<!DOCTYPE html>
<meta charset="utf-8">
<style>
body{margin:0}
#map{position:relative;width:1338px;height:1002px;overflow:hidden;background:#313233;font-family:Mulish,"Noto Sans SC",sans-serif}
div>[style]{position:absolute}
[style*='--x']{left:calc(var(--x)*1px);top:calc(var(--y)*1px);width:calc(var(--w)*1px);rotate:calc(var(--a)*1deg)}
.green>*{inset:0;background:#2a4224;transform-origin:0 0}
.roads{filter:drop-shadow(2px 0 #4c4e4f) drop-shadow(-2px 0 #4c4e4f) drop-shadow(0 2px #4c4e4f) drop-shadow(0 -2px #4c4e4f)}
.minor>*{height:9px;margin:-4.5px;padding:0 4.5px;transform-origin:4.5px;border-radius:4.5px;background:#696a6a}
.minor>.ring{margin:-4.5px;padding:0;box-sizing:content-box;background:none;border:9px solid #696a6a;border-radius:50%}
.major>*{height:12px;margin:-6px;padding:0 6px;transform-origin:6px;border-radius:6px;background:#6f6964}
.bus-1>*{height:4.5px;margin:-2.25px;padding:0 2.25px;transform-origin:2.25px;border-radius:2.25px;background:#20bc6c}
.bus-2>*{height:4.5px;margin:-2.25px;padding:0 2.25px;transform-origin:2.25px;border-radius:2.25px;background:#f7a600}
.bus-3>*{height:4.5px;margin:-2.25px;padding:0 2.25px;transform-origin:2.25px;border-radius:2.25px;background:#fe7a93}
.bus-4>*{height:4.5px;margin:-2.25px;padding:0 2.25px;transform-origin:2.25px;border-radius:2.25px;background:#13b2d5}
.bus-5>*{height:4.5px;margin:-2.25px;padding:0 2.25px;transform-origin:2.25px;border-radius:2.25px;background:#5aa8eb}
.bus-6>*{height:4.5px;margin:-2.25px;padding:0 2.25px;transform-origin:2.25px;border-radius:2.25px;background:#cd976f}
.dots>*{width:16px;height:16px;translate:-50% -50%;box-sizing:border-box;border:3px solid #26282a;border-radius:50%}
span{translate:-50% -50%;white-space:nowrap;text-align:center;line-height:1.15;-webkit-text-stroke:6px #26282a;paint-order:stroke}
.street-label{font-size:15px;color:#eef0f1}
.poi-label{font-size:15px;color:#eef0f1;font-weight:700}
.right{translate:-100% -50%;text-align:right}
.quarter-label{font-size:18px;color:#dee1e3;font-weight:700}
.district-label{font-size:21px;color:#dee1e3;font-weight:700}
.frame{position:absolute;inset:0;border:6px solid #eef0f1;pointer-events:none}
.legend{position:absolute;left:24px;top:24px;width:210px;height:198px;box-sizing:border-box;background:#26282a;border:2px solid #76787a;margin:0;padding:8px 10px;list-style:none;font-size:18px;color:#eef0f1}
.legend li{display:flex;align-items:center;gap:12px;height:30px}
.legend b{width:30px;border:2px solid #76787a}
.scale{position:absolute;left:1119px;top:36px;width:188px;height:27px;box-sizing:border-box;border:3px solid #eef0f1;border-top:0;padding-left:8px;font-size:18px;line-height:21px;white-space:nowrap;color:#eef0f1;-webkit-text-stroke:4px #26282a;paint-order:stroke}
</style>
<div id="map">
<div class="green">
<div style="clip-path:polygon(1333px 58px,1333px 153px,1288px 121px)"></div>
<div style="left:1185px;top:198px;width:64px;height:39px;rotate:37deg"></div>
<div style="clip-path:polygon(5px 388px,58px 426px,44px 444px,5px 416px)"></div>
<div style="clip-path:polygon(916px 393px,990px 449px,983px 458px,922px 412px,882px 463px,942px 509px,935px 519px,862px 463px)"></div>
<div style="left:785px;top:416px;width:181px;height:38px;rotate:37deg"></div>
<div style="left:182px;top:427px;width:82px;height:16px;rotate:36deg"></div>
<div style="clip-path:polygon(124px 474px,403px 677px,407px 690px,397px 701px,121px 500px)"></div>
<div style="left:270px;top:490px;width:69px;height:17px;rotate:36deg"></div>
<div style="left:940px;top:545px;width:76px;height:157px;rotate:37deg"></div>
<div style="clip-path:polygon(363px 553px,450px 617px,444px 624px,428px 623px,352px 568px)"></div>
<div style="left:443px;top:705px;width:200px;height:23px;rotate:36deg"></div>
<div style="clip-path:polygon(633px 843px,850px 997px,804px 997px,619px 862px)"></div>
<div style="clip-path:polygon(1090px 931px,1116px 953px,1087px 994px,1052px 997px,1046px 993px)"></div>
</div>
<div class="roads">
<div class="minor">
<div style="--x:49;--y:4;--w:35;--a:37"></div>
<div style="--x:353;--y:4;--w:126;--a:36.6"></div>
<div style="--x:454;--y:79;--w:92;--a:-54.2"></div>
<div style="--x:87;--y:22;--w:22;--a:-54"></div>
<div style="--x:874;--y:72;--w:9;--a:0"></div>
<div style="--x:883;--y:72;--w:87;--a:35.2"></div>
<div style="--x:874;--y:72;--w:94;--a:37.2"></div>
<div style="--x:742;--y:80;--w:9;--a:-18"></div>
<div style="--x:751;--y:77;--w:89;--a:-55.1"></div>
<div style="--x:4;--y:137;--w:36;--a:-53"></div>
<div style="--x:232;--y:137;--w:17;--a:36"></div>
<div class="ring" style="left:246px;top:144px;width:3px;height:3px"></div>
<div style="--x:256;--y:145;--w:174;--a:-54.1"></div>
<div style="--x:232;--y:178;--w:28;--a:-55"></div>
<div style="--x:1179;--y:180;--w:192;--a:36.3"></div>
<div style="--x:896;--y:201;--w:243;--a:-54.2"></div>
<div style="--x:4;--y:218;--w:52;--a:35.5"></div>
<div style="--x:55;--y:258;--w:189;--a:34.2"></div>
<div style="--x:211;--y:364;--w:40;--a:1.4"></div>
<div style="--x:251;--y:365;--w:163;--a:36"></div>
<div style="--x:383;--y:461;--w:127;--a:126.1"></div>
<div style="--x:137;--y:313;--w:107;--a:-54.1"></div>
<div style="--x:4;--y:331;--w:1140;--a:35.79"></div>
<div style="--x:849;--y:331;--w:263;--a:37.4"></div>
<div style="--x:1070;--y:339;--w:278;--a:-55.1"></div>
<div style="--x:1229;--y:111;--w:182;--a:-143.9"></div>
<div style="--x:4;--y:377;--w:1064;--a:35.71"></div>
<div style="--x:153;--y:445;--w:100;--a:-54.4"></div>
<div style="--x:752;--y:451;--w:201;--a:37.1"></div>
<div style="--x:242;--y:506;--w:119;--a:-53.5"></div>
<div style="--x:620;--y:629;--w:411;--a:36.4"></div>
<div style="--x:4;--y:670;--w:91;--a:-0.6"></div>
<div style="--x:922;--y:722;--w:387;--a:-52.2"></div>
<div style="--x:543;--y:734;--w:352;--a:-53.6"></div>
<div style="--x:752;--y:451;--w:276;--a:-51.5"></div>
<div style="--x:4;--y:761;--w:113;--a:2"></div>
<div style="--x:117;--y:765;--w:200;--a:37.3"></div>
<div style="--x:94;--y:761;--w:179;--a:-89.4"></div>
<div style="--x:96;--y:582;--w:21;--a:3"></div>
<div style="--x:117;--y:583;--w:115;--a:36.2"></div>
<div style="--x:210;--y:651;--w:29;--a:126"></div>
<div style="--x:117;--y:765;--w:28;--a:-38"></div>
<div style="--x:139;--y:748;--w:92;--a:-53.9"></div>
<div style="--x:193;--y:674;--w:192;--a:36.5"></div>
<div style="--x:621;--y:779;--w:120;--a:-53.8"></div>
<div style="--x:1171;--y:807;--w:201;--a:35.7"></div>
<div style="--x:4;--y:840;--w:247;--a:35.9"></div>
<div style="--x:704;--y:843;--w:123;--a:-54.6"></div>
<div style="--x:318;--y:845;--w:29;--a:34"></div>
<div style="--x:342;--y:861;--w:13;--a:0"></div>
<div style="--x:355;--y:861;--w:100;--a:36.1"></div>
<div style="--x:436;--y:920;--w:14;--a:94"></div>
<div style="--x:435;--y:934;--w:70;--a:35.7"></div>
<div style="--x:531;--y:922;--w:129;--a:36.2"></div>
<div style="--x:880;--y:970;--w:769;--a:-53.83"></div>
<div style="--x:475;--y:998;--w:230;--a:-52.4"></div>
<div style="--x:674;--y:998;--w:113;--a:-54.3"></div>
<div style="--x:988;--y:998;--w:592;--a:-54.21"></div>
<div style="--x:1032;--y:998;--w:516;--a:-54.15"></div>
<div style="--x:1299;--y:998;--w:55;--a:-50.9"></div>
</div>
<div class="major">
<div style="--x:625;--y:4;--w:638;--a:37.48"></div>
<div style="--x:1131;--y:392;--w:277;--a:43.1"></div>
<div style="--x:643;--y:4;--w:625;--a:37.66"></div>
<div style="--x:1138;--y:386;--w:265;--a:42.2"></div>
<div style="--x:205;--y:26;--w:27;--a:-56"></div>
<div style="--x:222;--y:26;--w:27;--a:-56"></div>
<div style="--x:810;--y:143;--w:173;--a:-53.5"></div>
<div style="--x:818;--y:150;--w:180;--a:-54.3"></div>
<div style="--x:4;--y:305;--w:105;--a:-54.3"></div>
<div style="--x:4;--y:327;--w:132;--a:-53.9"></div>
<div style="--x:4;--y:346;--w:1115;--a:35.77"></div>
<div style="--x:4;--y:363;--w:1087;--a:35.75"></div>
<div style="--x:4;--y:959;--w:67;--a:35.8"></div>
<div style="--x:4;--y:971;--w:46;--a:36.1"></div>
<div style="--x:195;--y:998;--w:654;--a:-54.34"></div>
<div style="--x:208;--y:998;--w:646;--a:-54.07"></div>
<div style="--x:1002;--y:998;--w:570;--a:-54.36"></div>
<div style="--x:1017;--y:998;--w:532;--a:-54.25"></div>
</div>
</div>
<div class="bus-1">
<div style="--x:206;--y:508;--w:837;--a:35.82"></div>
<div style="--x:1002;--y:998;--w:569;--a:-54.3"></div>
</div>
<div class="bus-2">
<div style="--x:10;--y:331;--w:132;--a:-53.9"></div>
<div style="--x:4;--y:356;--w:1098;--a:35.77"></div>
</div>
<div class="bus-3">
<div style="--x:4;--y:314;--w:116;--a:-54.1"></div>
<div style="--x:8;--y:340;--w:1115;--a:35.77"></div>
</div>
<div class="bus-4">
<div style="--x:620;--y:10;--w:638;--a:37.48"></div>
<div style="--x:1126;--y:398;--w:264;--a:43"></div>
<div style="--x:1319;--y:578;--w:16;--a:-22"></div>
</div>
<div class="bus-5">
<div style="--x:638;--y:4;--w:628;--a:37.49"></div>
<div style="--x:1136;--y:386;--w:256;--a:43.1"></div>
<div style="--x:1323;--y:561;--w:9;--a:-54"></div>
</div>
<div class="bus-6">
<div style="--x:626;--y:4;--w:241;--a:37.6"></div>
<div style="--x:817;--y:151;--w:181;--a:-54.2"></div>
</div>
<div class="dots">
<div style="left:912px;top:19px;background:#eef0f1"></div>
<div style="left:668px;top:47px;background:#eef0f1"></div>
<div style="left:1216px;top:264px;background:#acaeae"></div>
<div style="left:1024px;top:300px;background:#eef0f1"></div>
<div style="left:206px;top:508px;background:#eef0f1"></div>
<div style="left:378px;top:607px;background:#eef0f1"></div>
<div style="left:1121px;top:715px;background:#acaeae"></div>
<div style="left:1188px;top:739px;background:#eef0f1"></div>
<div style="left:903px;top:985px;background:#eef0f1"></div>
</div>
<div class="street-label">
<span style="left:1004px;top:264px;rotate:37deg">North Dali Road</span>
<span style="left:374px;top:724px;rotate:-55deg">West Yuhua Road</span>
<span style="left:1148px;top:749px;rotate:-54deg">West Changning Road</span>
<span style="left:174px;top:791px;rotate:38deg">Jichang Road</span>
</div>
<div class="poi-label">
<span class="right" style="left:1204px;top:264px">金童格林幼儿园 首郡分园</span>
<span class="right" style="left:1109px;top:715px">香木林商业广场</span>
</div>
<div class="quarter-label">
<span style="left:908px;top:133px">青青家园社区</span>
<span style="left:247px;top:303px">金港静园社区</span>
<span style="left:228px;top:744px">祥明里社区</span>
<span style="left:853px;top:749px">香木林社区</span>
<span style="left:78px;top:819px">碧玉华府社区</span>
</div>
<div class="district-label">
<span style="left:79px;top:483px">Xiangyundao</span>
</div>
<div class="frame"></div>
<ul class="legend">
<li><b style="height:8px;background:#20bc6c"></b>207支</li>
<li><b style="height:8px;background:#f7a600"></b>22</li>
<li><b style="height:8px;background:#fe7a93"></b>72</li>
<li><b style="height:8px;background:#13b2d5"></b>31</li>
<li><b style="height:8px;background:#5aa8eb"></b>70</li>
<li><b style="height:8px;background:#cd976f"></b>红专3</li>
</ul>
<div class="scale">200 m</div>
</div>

__EXERCISE__. Which lines above carry the string "roads"? Copy those lines.

__REPLY__.
.roads{filter:drop-shadow(2px 0 #4c4e4f) drop-shadow(-2px 0 #4c4e4f) drop-shadow(0 2px #4c4e4f) drop-shadow(0 -2px #4c4e4f)}
<div class="roads">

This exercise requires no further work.